▸ Task item: Please transcribe the data that follows without the pictures, keeping every word the same.

▸ Dataset content:
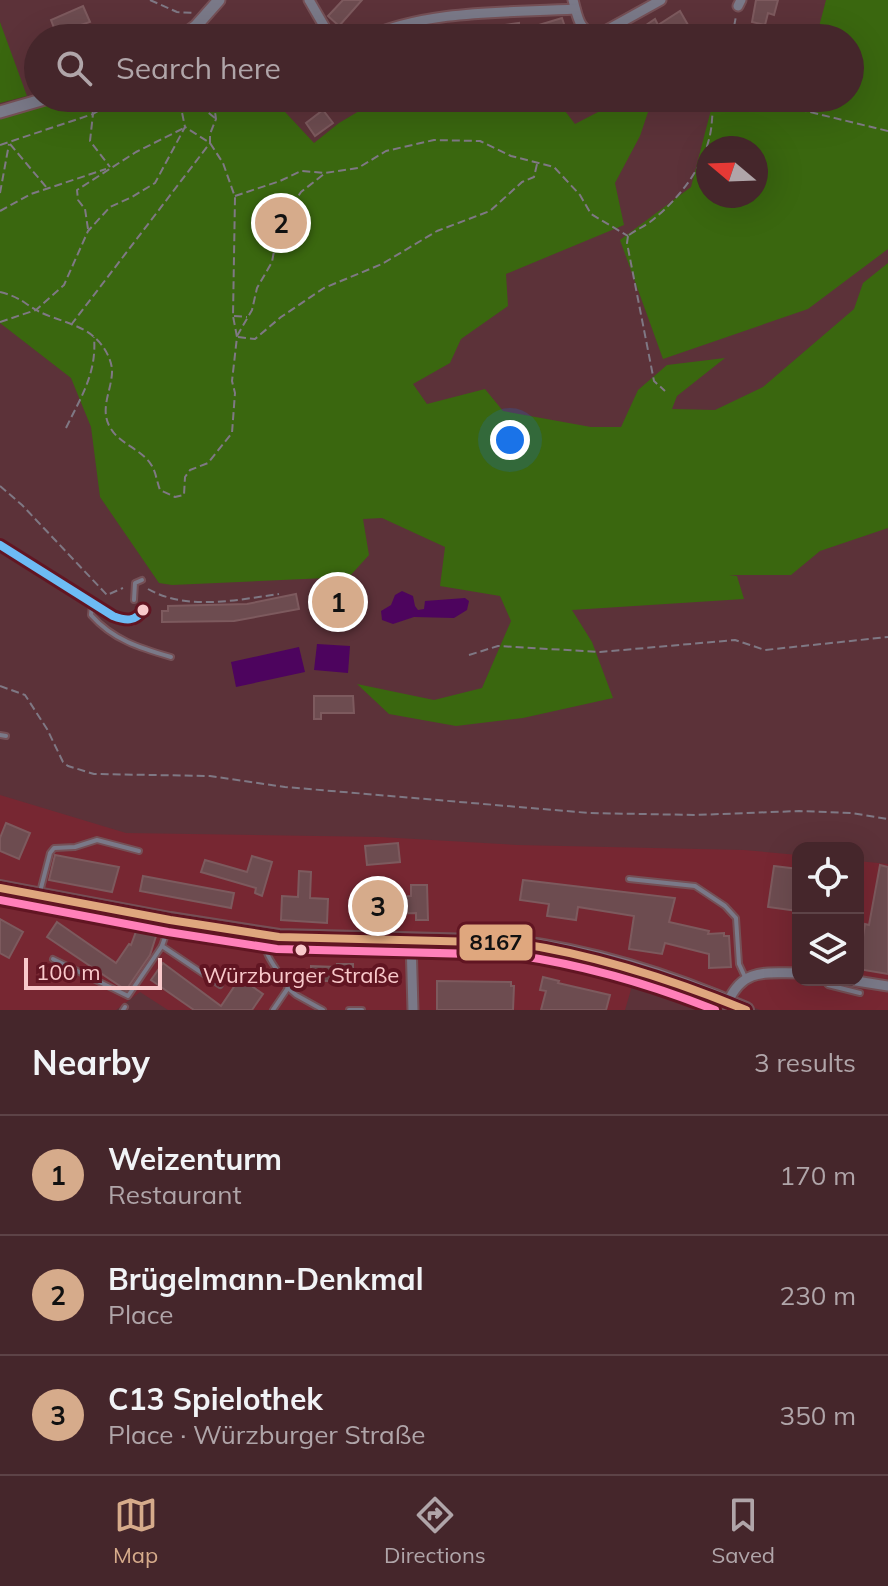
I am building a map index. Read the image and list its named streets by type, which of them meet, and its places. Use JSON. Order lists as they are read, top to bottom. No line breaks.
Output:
{"places":["Würzburger Straße"],"lines":["transit line 8167"],"scale_bar":"100 m","north":"left","page":{"search":"Search here","pins":["2","1","3"],"scale":"100 m","heading":["Nearby","3 results"],"list":[{"mark":"1","name":"Weizenturm","note":"Restaurant","value":"170 m"},{"mark":"2","name":"Brügelmann-Denkmal","note":"Place","value":"230 m"},{"mark":"3","name":"C13 Spielothek","note":"Place · Würzburger Straße","value":"350 m"}],"nav":["Map","Directions","Saved"]}}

▸ Exercise result:
I am building a map index. Read the image and list its named streets by type, which of them meet, and its places. Use JSON. Order lists as they are read, top to bottom. No line breaks.
Output:
{"places":["Würzburger Straße"],"lines":["transit line 8167"],"scale_bar":"100 m","north":"left","page":{"search":"Search here","pins":["2","1","3"],"scale":"100 m","heading":["Nearby","3 results"],"list":[{"mark":"1","name":"Weizenturm","note":"Restaurant","value":"170 m"},{"mark":"2","name":"Brügelmann-Denkmal","note":"Place","value":"230 m"},{"mark":"3","name":"C13 Spielothek","note":"Place · Würzburger Straße","value":"350 m"}],"nav":["Map","Directions","Saved"]}}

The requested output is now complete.